**TASK INSTRUCTIONS:** Among the lines below, which ones contain the word "Vale"? Copy every such line.

[Stored records]
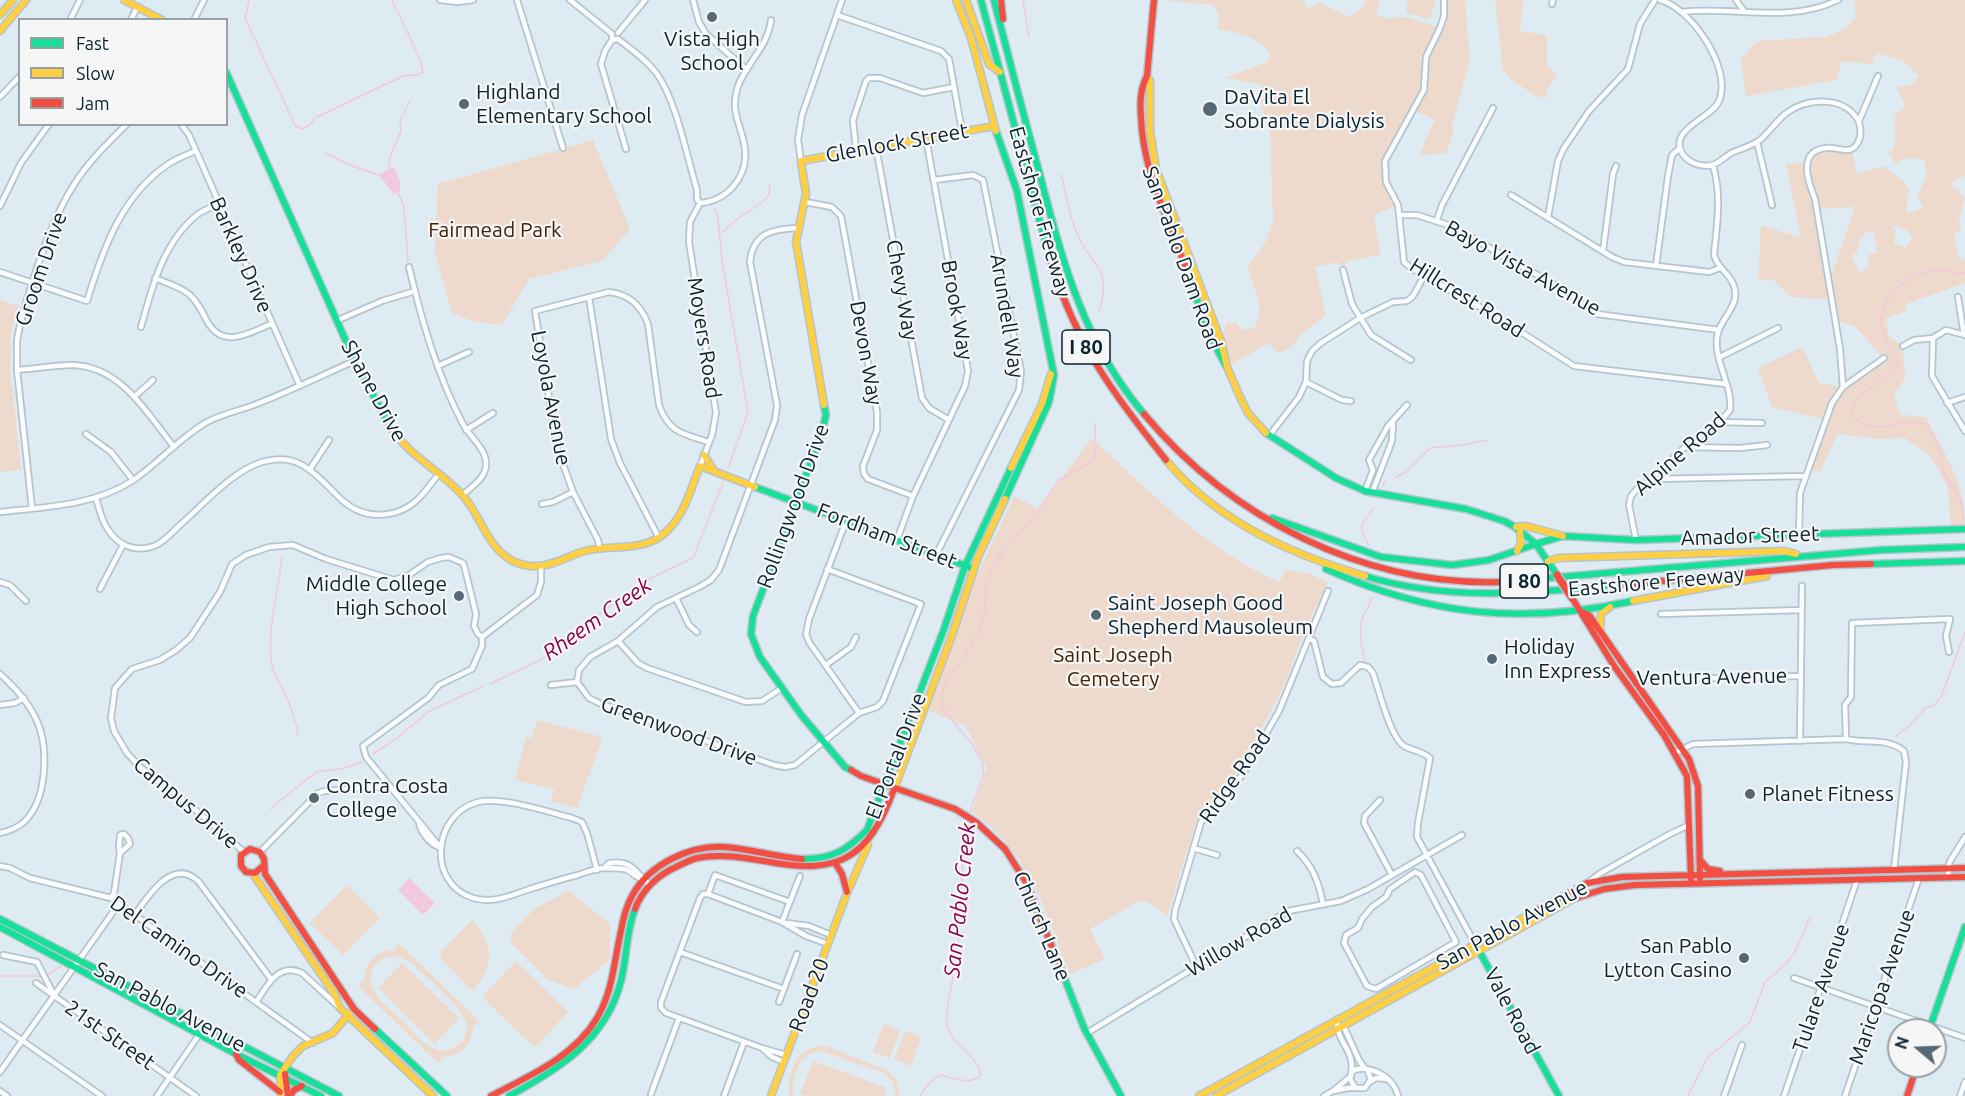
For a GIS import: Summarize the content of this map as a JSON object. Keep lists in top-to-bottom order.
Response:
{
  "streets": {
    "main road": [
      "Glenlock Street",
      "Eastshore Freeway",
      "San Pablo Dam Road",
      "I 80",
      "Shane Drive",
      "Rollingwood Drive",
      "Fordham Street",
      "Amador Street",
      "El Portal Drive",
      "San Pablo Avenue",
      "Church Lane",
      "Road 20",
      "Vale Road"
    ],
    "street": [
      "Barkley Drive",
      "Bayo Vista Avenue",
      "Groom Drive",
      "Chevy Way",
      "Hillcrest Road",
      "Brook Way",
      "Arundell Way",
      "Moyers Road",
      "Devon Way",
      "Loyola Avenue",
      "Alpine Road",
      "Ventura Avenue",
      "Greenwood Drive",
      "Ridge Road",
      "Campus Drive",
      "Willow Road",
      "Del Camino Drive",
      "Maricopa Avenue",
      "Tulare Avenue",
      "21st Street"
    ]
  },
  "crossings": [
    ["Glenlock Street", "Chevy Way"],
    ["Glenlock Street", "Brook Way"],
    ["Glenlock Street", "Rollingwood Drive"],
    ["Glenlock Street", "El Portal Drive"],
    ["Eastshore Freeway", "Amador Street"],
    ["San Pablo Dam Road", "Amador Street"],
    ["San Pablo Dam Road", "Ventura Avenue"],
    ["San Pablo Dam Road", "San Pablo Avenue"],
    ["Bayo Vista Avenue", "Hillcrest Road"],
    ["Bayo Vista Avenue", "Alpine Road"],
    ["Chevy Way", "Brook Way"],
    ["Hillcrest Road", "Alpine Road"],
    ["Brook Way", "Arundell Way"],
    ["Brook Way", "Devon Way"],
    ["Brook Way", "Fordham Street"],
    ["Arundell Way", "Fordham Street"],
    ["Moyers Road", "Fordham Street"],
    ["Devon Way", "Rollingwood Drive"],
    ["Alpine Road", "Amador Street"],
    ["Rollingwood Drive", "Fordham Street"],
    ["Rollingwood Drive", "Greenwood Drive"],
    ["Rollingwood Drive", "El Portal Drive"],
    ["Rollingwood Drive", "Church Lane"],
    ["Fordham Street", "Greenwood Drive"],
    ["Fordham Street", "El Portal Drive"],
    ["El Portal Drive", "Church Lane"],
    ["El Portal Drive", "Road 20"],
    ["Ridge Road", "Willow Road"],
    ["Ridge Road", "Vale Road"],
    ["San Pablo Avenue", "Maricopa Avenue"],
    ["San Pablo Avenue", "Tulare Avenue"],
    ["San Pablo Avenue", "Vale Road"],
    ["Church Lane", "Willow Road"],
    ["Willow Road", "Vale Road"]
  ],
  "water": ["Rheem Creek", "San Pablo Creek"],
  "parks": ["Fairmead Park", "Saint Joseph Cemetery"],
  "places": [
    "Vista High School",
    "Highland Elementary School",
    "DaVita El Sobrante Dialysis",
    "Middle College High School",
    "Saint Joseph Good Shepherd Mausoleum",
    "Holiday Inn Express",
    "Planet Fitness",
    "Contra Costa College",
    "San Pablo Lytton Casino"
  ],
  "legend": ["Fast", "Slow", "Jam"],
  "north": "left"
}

**ANSWER SPACE:**
      "Vale Road"
    ["Ridge Road", "Vale Road"],
    ["San Pablo Avenue", "Vale Road"],
    ["Willow Road", "Vale Road"]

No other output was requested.